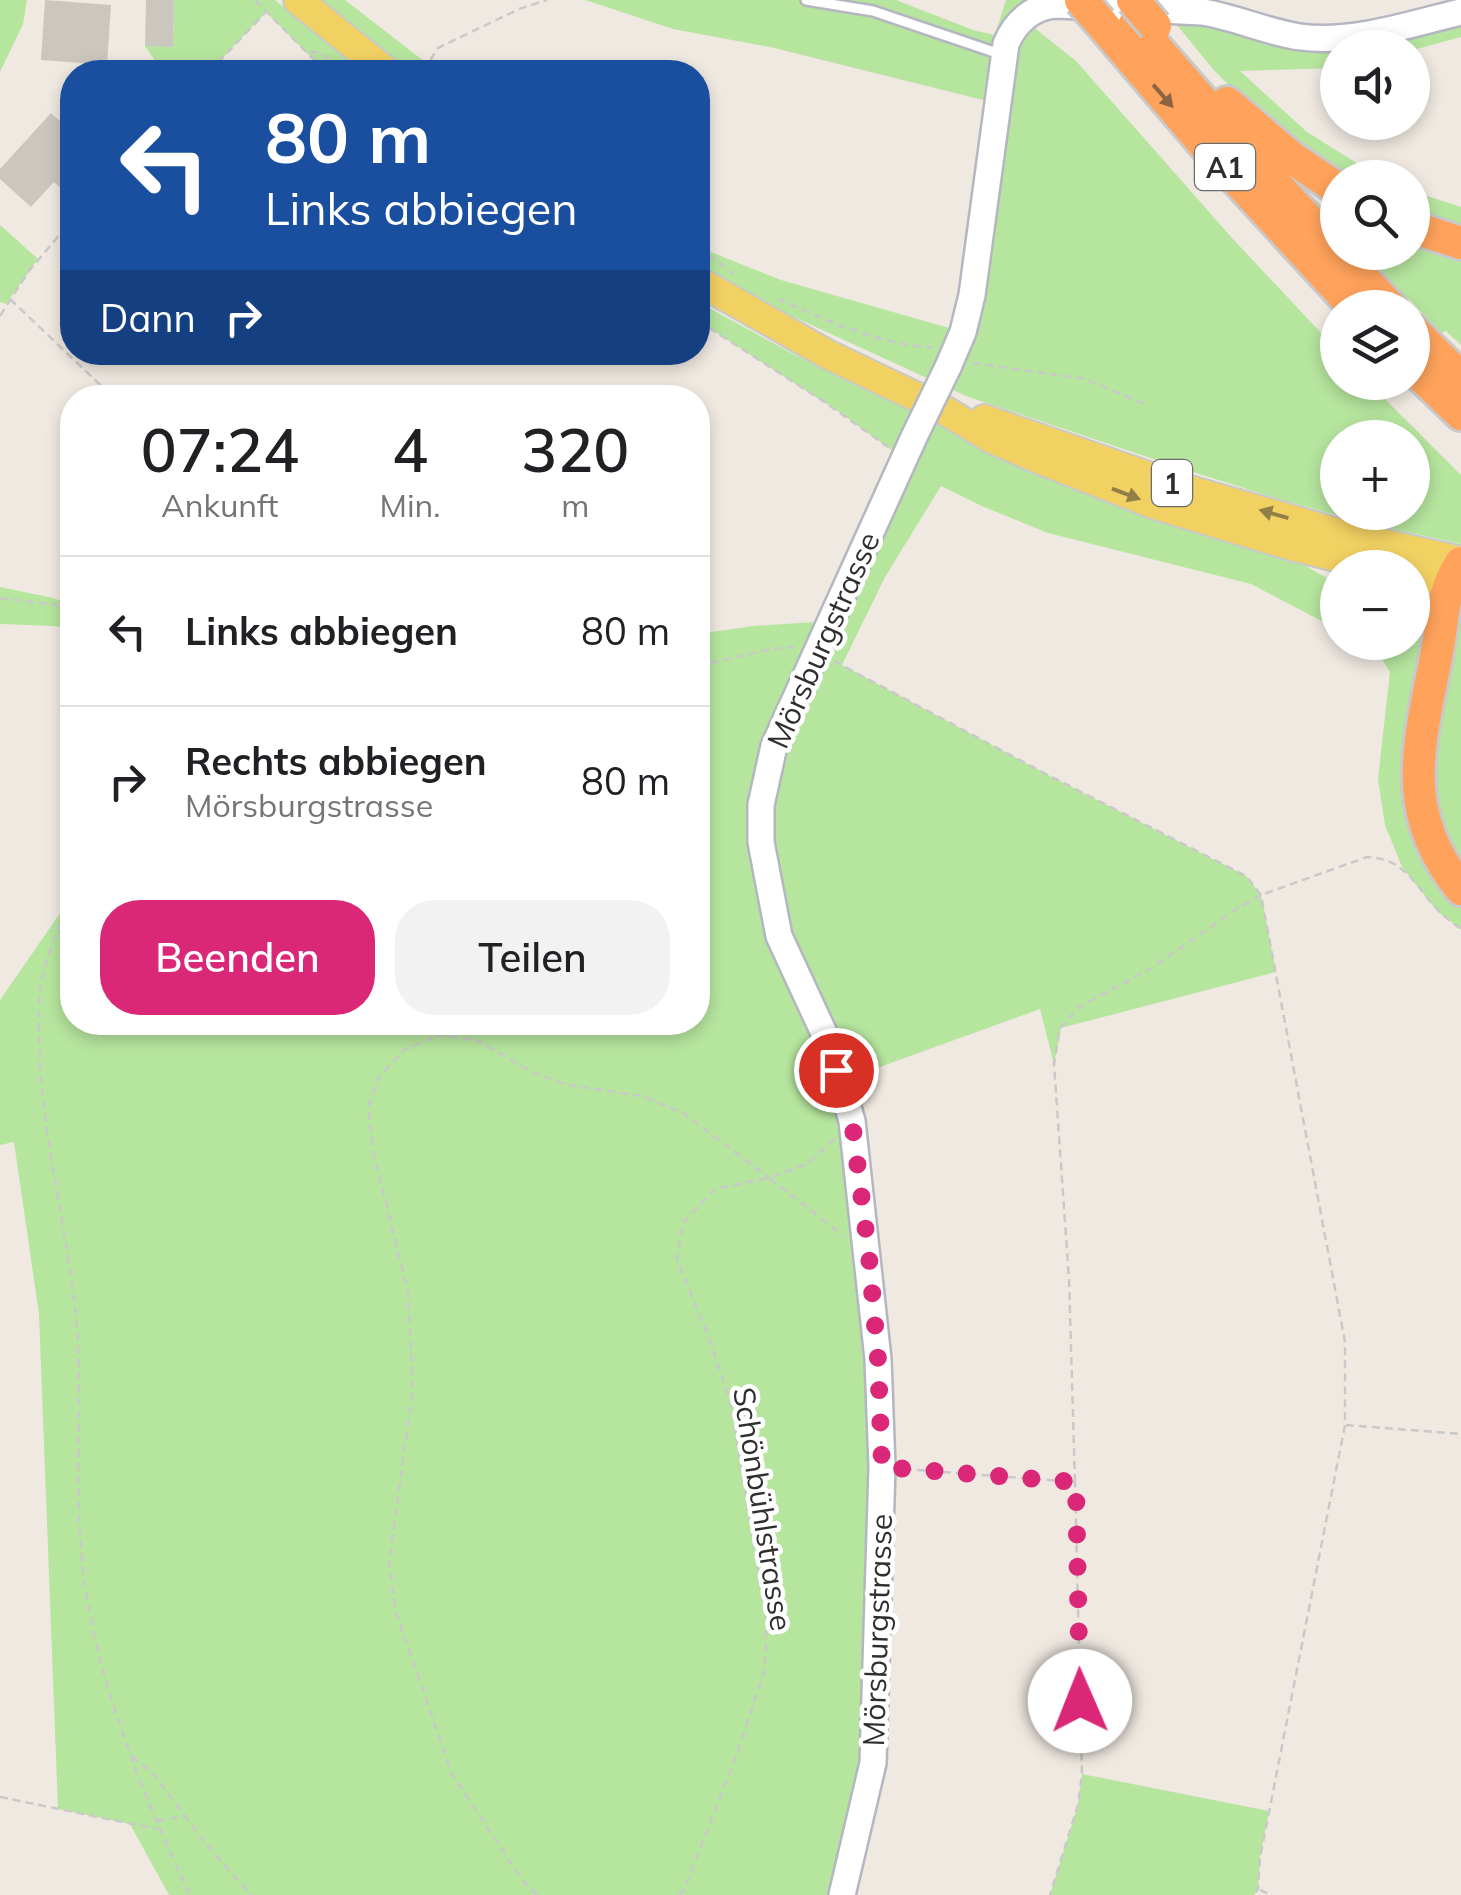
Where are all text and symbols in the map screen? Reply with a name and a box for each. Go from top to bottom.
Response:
map controls [1320,30,1430,660]
button: sound [1320,30,1430,140]
one-way arrow [1152,83,1174,108]
text: 80 m [265,93,431,181]
icon: left [100,100,230,230]
road number: A1 [1195,144,1255,190]
button: search [1320,160,1430,270]
text: Links abbiegen [265,180,578,236]
icon: right [216,290,271,345]
button: layers [1320,290,1430,400]
text: Dann [100,294,196,342]
text: 07:24 [141,412,299,487]
text: 4 [392,412,428,487]
text: 320 [521,412,629,487]
button: + [1320,420,1430,530]
road number: 1 [1152,460,1192,506]
text: Ankunft [161,485,278,525]
text: Min. [380,485,441,525]
text: m [561,485,589,525]
one-way arrow [1112,486,1142,502]
one-way arrow [1258,506,1289,521]
street label: Mörsburgstrasse [758,526,888,754]
button: − [1320,550,1430,660]
icon: left [100,604,155,659]
text: Links abbiegen [185,607,458,655]
text: 80 m [581,607,670,655]
text: Rechts abbiegen [185,737,487,785]
icon: right [100,754,155,809]
text: 80 m [581,757,670,805]
text: Mörsburgstrasse [185,785,433,825]
button: Beenden [100,900,375,1015]
button: Teilen [395,900,670,1015]
pin [794,1028,879,1113]
icon: arrive [809,1043,864,1098]
street label: Schönbühlstrasse [725,1385,801,1633]
street label: Mörsburgstrasse [854,1513,900,1747]
position arrow [1028,1649,1132,1753]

> Instructions for the task:
Leave out the pictures and return every record word for word.

> Reply to the exercise:
Where are all text and symbols in the map screen? Reply with a name and a box for each. Go from top to bottom.
Response:
map controls [1320,30,1430,660]
button: sound [1320,30,1430,140]
one-way arrow [1152,83,1174,108]
text: 80 m [265,93,431,181]
icon: left [100,100,230,230]
road number: A1 [1195,144,1255,190]
button: search [1320,160,1430,270]
text: Links abbiegen [265,180,578,236]
icon: right [216,290,271,345]
button: layers [1320,290,1430,400]
text: Dann [100,294,196,342]
text: 07:24 [141,412,299,487]
text: 4 [392,412,428,487]
text: 320 [521,412,629,487]
button: + [1320,420,1430,530]
road number: 1 [1152,460,1192,506]
text: Ankunft [161,485,278,525]
text: Min. [380,485,441,525]
text: m [561,485,589,525]
one-way arrow [1112,486,1142,502]
one-way arrow [1258,506,1289,521]
street label: Mörsburgstrasse [758,526,888,754]
button: − [1320,550,1430,660]
icon: left [100,604,155,659]
text: Links abbiegen [185,607,458,655]
text: 80 m [581,607,670,655]
text: Rechts abbiegen [185,737,487,785]
icon: right [100,754,155,809]
text: 80 m [581,757,670,805]
text: Mörsburgstrasse [185,785,433,825]
button: Beenden [100,900,375,1015]
button: Teilen [395,900,670,1015]
pin [794,1028,879,1113]
icon: arrive [809,1043,864,1098]
street label: Schönbühlstrasse [725,1385,801,1633]
street label: Mörsburgstrasse [854,1513,900,1747]
position arrow [1028,1649,1132,1753]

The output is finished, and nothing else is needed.